When working on homework problems having to do with voltage, there is often the stipulation that V=0 at infinite. If you are dealing with a spherical conductive shell with charge Q, the Electric Field E is equal to K*Q/R^2, where K is the vacuum permittivity constant and R is the radius of the shell. To find the voltage on the surface of the shell you would then use V=E*R, which equates to the general form of the voltage equation V=K*Q/R. Following this course of thought, the voltage in the center of the shell would be V=K*Q/R, where R is 0. Making the voltage in the center of the shell zero.
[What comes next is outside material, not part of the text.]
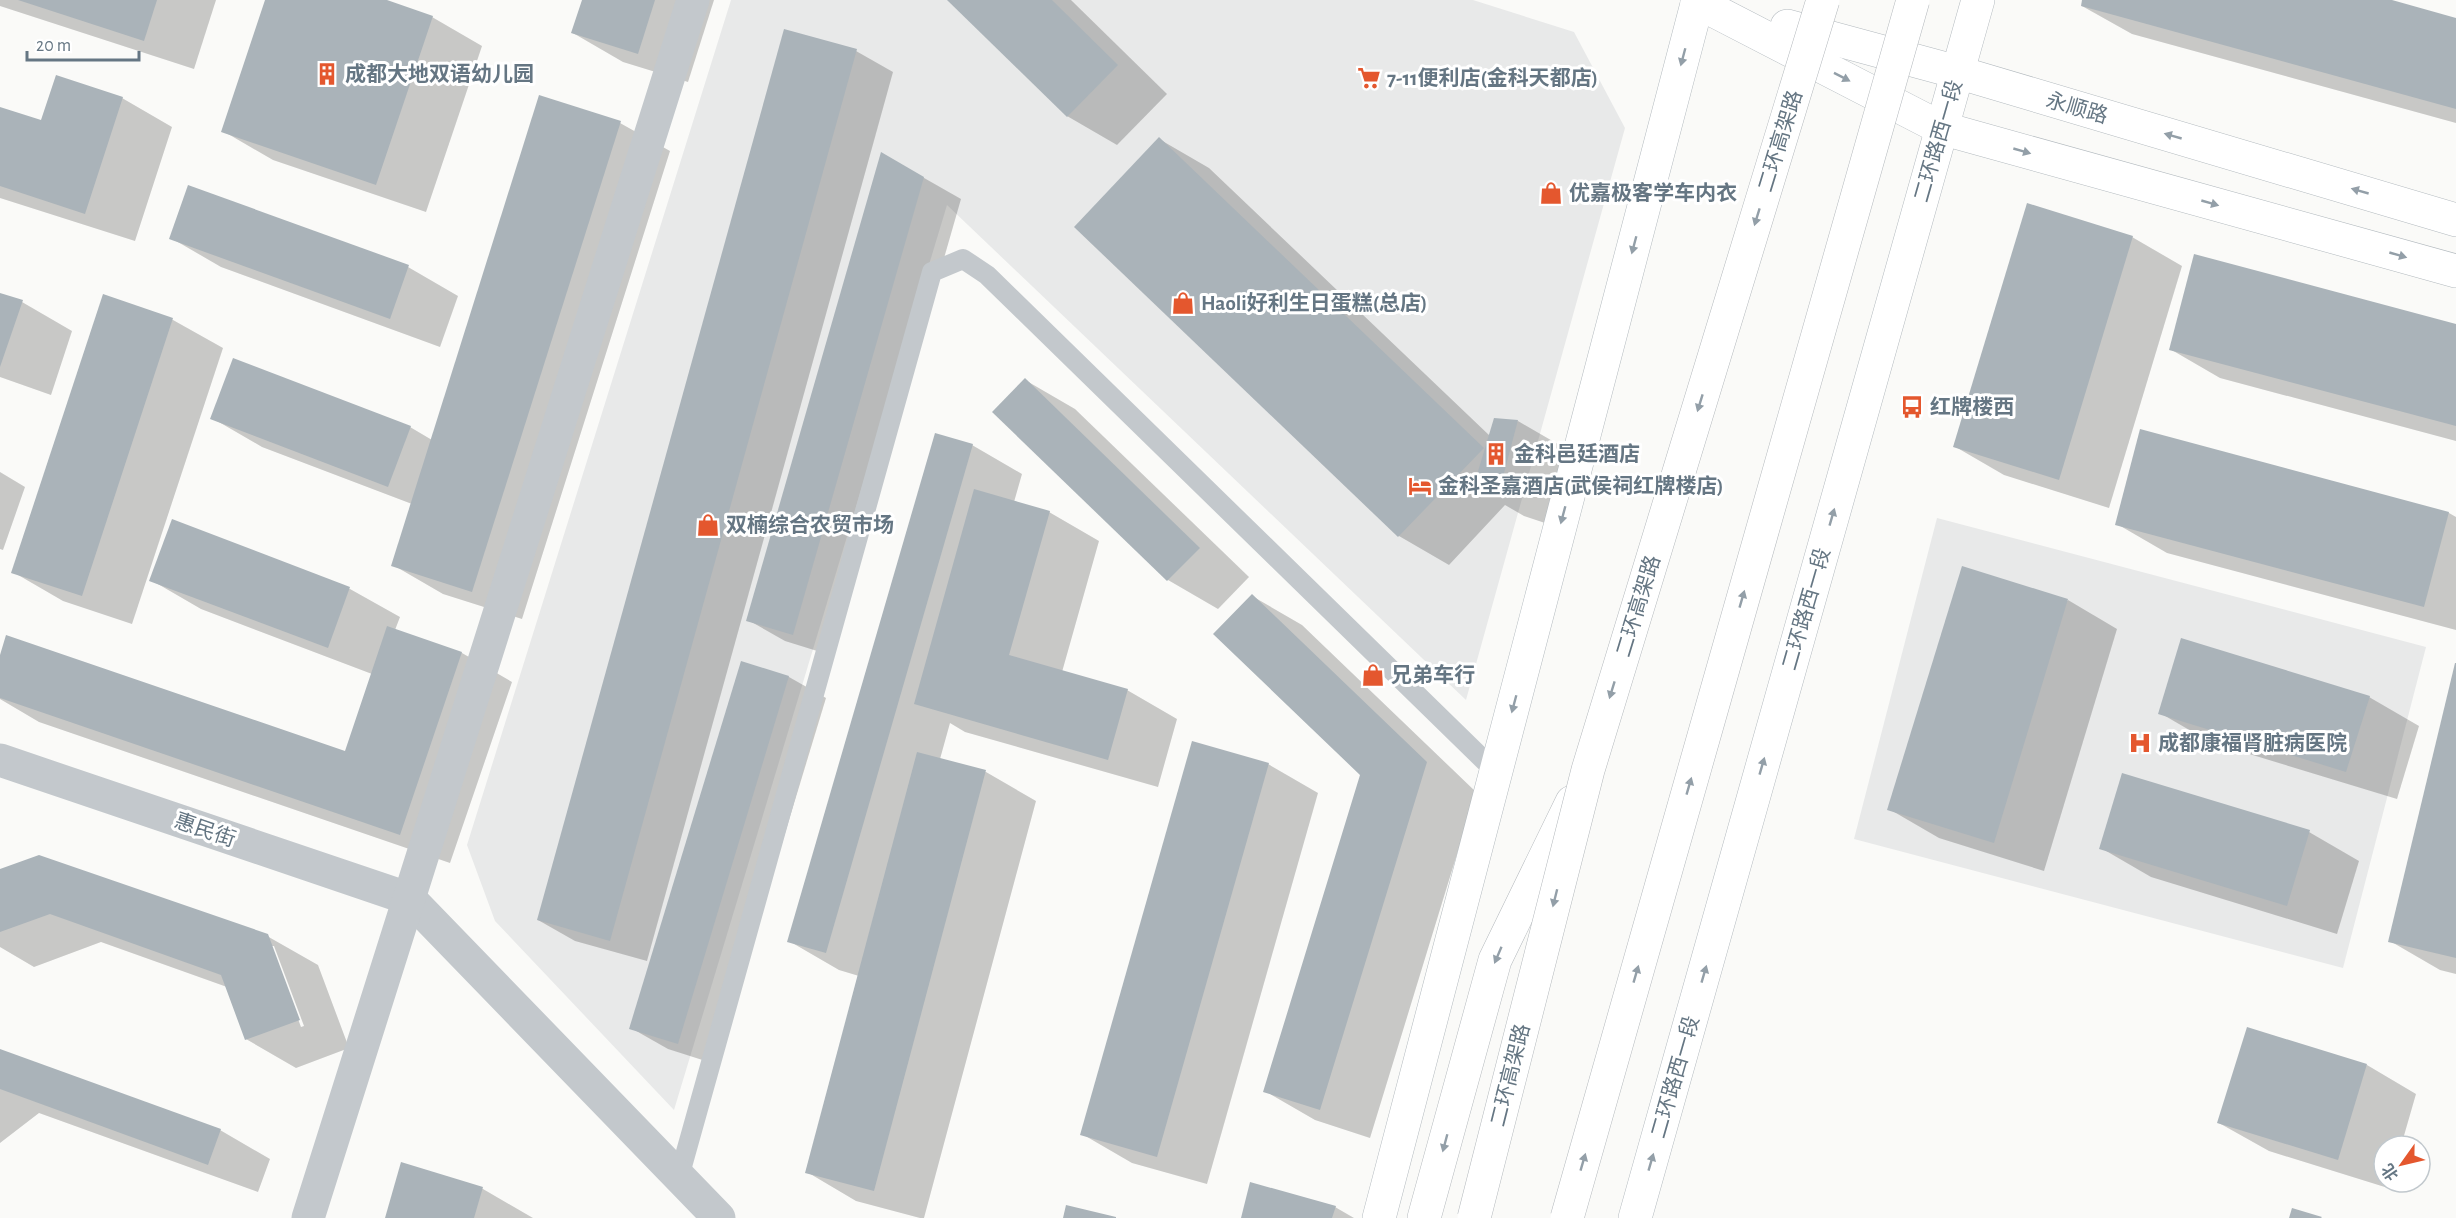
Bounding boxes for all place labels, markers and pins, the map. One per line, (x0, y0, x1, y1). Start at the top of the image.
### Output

Is the voltage in the center of a spherical conducting shell really zero or did my logic fail me somewhere?
Thanks

 

[kanato]

Inside the conducting shell, the voltage will be constant. Inside the shell of charge the E field is no longer K*Q/R^2. If you have a shell, the E field will be zero inside the shell, easily proved with Gauss's law. This means that the voltage will be constant inside the shell, and the voltage has to be continuous across the boundary of the shell so the constant value inside the shell will be equal to the potential at the surface of the shell.

 

[astrokreng]

for your question! Your logic is actually correct. In the case of a conducting spherical shell, the electric field and voltage are both zero at the center of the shell. This is because the charges on the shell are distributed evenly on the surface, resulting in a cancellation of electric field and voltage at the center. This phenomenon is known as "electrostatic shielding" and is a fundamental concept in electromagnetism. So, your understanding is correct and there is no error in your logic. Keep up the good work!